On his first visit to the giraffe pen, Ginger gave Paul a look he would never forget, a long, lingering stare that he returned in kind. The zoo staff saw this as a good sign. But all thought of rational giraffe-handling had flown out of Paul's mind: he was a man smitten. He'd nearly faked his way into a marriage, once, trying to force a love that wasn't there. This felt like passion was supposed to feel, an exuberant and all-consuming need for togetherness. With the other animals-- the elephants, for example-- he sometimes grumbled sarcastically at their neediness, but every moment with Ginger felt like domestic peace, like they were frolicking among dandelions. Between cleanup activities he'd linger in her section of the pen, pressing against her to feel her warmth. She would respond by tilting her neck, lowering her head to his level and smiling. He'd gently scratch her forehead, ears, and ossicusps.

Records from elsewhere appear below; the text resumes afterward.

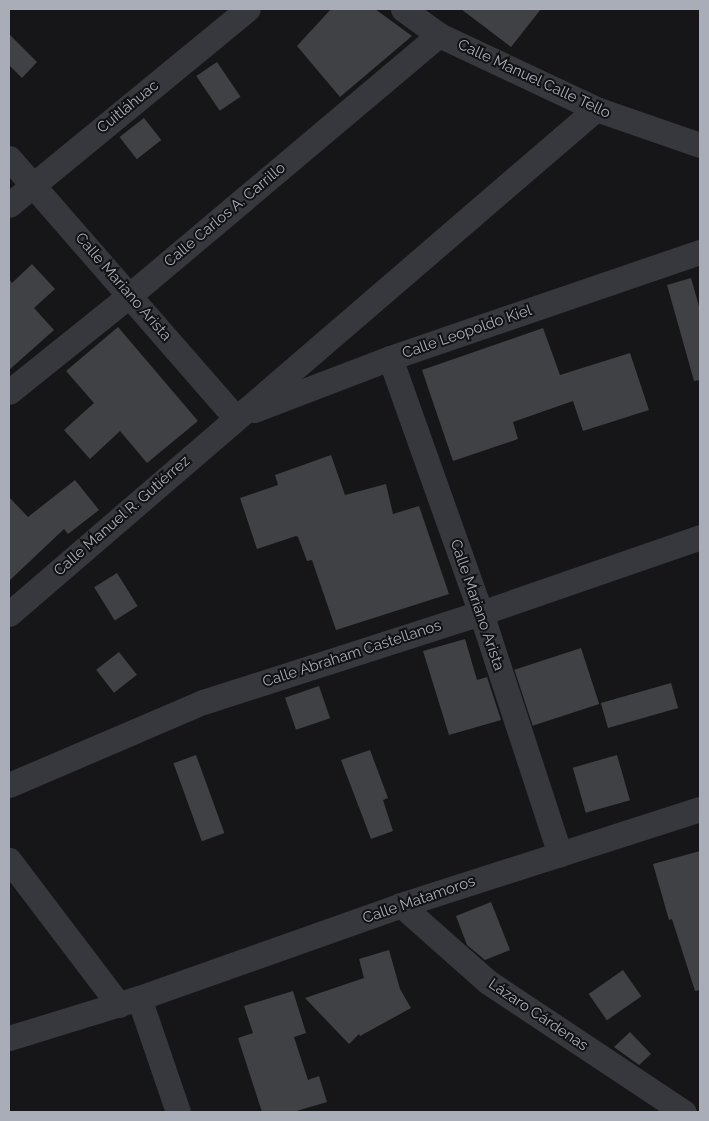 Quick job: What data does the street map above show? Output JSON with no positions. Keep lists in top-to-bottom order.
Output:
{
  "streets": {
    "street": [
      "Calle Manuel Calle Tello",
      "Cuitláhuac",
      "Calle Carlos A. Carrillo",
      "Calle Mariano Arista",
      "Calle Leopoldo Kiel",
      "Calle Manuel R. Gutiérrez",
      "Calle Abraham Castellanos",
      "Calle Matamoros",
      "Lázaro Cárdenas"
    ]
  },
  "crossings": [
    ["Calle Manuel Calle Tello", "Calle Carlos A. Carrillo"],
    ["Calle Manuel Calle Tello", "Calle Manuel R. Gutiérrez"],
    ["Cuitláhuac", "Calle Mariano Arista"],
    ["Calle Carlos A. Carrillo", "Calle Mariano Arista"],
    ["Calle Mariano Arista", "Calle Leopoldo Kiel"],
    ["Calle Mariano Arista", "Calle Manuel R. Gutiérrez"],
    ["Calle Mariano Arista", "Calle Abraham Castellanos"],
    ["Calle Mariano Arista", "Calle Matamoros"],
    ["Calle Leopoldo Kiel", "Calle Manuel R. Gutiérrez"],
    ["Calle Matamoros", "Lázaro Cárdenas"]
  ]
} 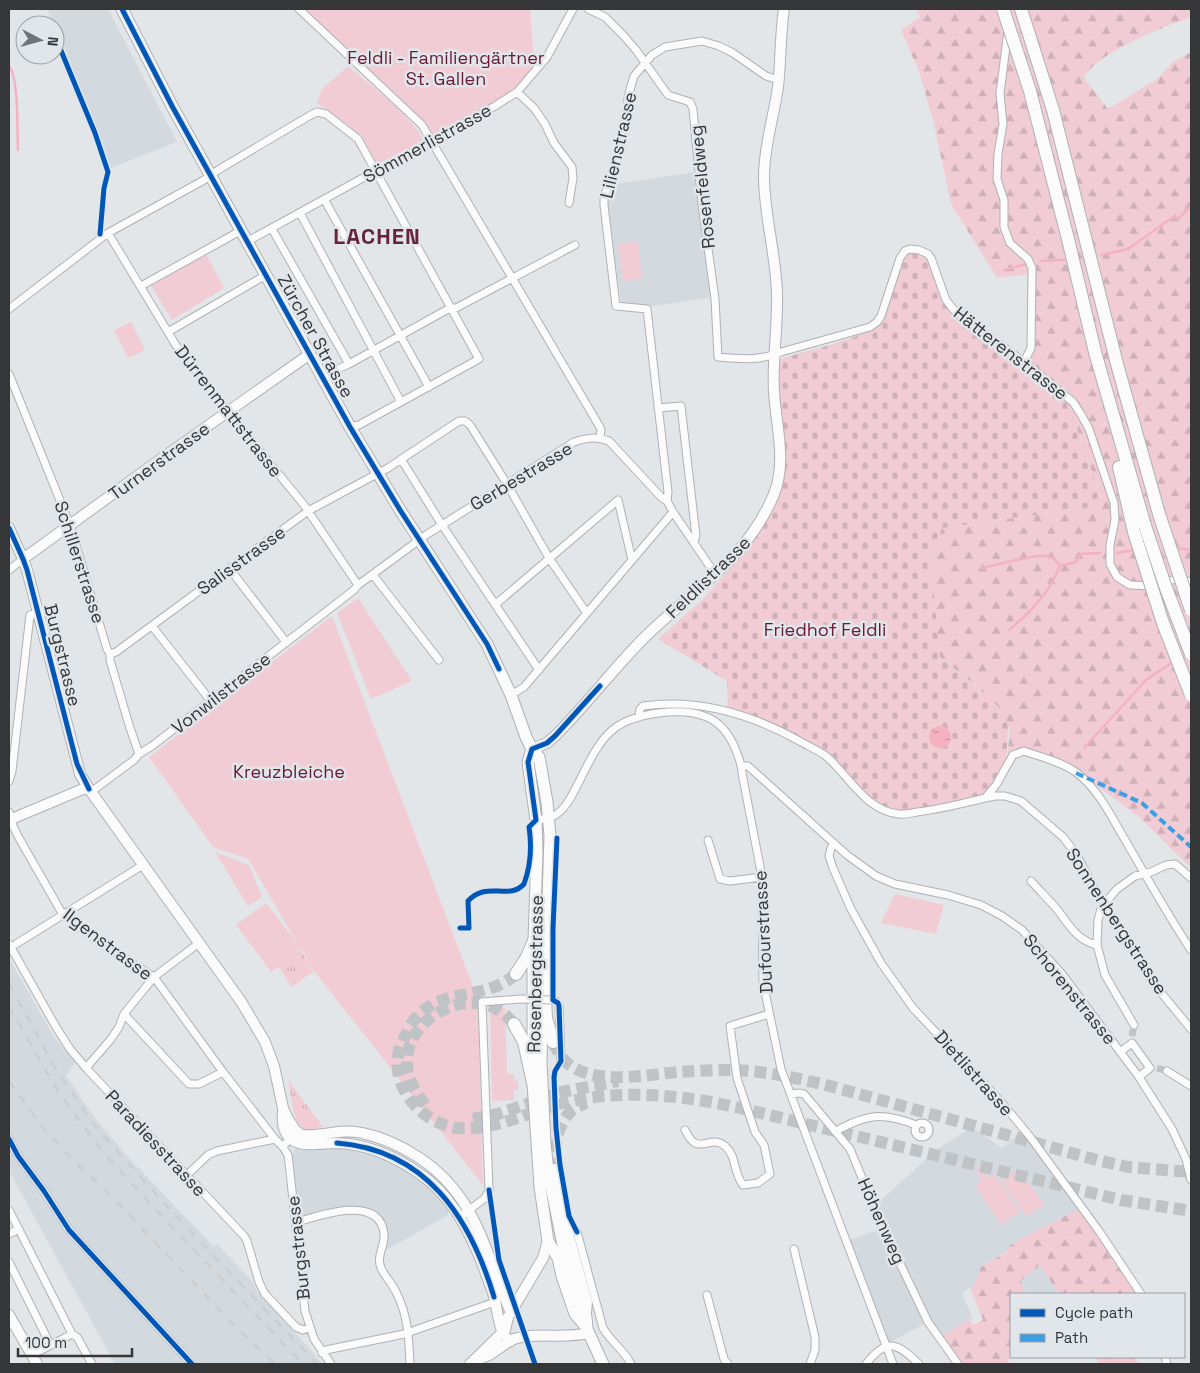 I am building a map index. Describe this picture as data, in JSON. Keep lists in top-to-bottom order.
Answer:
{
  "streets": {
    "main road": [
      "Zürcher Strasse",
      "Turnerstrasse",
      "Feldlistrasse",
      "Burgstrasse",
      "Vonwilstrasse",
      "Rosenbergstrasse"
    ],
    "street": [
      "Sömmerlistrasse",
      "Lilienstrasse",
      "Rosenfeldweg",
      "Hätterenstrasse",
      "Dürrenmattstrasse",
      "Gerbestrasse",
      "Salisstrasse",
      "Schillerstrasse",
      "Sonnenbergstrasse",
      "Dufourstrasse",
      "Ilgenstrasse",
      "Schorenstrasse",
      "Dietlistrasse",
      "Paradiesstrasse",
      "Höhenweg"
    ]
  },
  "crossings": [
    ["Sömmerlistrasse", "Zürcher Strasse"],
    ["Lilienstrasse", "Rosenfeldweg"],
    ["Lilienstrasse", "Feldlistrasse"],
    ["Rosenfeldweg", "Hätterenstrasse"],
    ["Rosenfeldweg", "Feldlistrasse"],
    ["Zürcher Strasse", "Turnerstrasse"],
    ["Zürcher Strasse", "Gerbestrasse"],
    ["Zürcher Strasse", "Salisstrasse"],
    ["Zürcher Strasse", "Feldlistrasse"],
    ["Zürcher Strasse", "Vonwilstrasse"],
    ["Zürcher Strasse", "Rosenbergstrasse"],
    ["Hätterenstrasse", "Feldlistrasse"],
    ["Dürrenmattstrasse", "Turnerstrasse"],
    ["Dürrenmattstrasse", "Salisstrasse"],
    ["Dürrenmattstrasse", "Vonwilstrasse"],
    ["Turnerstrasse", "Schillerstrasse"],
    ["Turnerstrasse", "Burgstrasse"],
    ["Gerbestrasse", "Salisstrasse"],
    ["Gerbestrasse", "Vonwilstrasse"],
    ["Salisstrasse", "Schillerstrasse"],
    ["Schillerstrasse", "Vonwilstrasse"],
    ["Feldlistrasse", "Rosenbergstrasse"],
    ["Burgstrasse", "Vonwilstrasse"],
    ["Burgstrasse", "Ilgenstrasse"],
    ["Burgstrasse", "Paradiesstrasse"],
    ["Vonwilstrasse", "Ilgenstrasse"],
    ["Sonnenbergstrasse", "Dufourstrasse"],
    ["Dufourstrasse", "Rosenbergstrasse"],
    ["Dufourstrasse", "Schorenstrasse"],
    ["Dufourstrasse", "Höhenweg"],
    ["Schorenstrasse", "Dietlistrasse"]
  ],
  "districts": ["LACHEN"],
  "parks": ["Feldli - Familiengärtner St. Gallen", "Friedhof Feldli", "Kreuzbleiche"],
  "legend": ["Cycle path", "Path"],
  "scale_bar": "100 m",
  "north": "right"
} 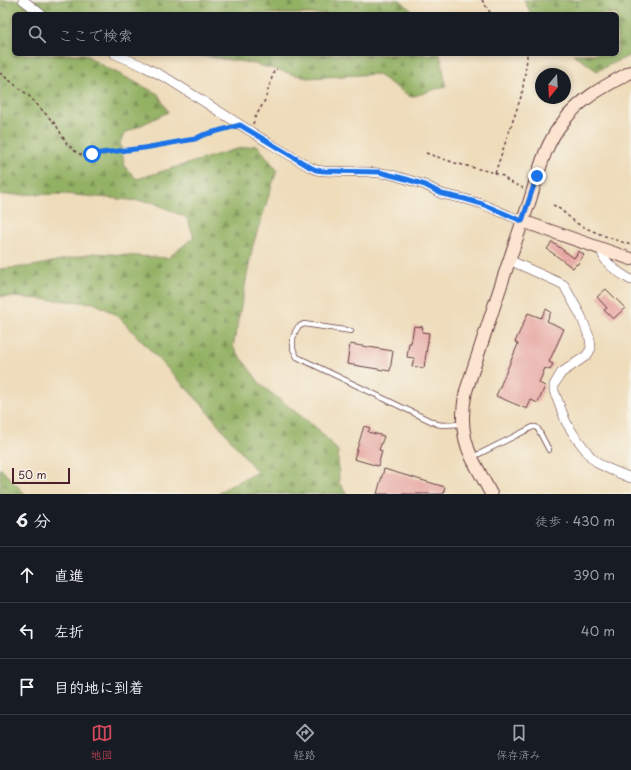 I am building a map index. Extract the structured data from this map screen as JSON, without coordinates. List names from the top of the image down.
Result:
{
  "scale_bar": "50 m",
  "north": "bottom",
  "page": {
    "search": "ここで検索",
    "scale": "50 m",
    "heading": ["6 分", "徒歩 · 430 m"],
    "list": [
      ["直進", "390 m"],
      ["左折", "40 m"],
      "目的地に到着"
    ],
    "nav": ["地図", "経路", "保存済み"]
  }
} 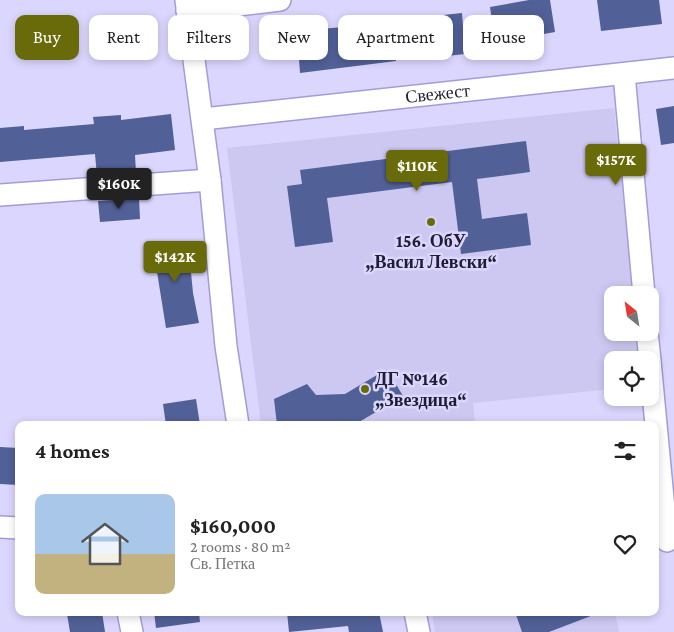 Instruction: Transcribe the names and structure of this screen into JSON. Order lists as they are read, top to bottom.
{
  "streets": {
    "street": ["Свежест"]
  },
  "places": ["156. ОбУ „Васил Левски“", "ДГ №146 „Звездица“"],
  "north": "top left",
  "page": {
    "chip": [
      "Buy",
      "Rent",
      "Filters",
      "New",
      "Apartment",
      "House"
    ],
    "price": [
      "$157K",
      "$110K",
      "$160K",
      "$142K"
    ],
    "heading": "4 homes",
    "list": [
      {
        "name": "$160,000",
        "note": "2 rooms · 80 m² · Св. Петка"
      }
    ]
  }
}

Previously, in his research studies and his yearly safaris, he'd loved giraffes. Now he loved a giraffe. There was a difference.
Should he have sought psychiatric help? So what if he loved Ginger? Male giraffes aren't concerned about sexual identities. Males will rub their necks together happily and then fuck each other. Jimmy and Jerry, at the Tallahassee Zoo, troubled many visiting parents who noticed the dangling gonads on both provider and recipient. At the zoo, it was impossible to protect children from the raw displays of animal copulation, but this was still a bit much. Homosexual sex didn't bother giraffes, and teaching them religion, modesty, or any other form of shame, on account of their onlookers, was simply not realistic. Unfortunately, Ginger and her cousin Jenny were, to date, barren. This was not only a problem for their species but a sales problem for the zoo. The public loves high-profile animal births. The pressure was so severe that the previous assistant zookeeper had resigned. The chemistry just wasn't there and nobody could force it. There was only a one-week overlap while the outgoing assistant gave cursory instructions to Paul.
Jenny, the other female, was supposed to breed with Jimmy, but for unknowable reasons there was no romance. She spent her days staring out at the zoo visitors with an expression that seemed to say “I know my marriage is a sham.” At times the visitors tossed peanuts at her and she'd flinch. Giraffes, Paul would patiently explain, do not eat honey-roasted peanuts, and they especially do not catch them in flight. He'd tap a sign: Please Do Not Feed The Animals. Paul did not sense any self-pity, like Jenny's, in Ginger. In their moments together, Ginger and Paul were satisfied, and their moments apart gave him a purpose.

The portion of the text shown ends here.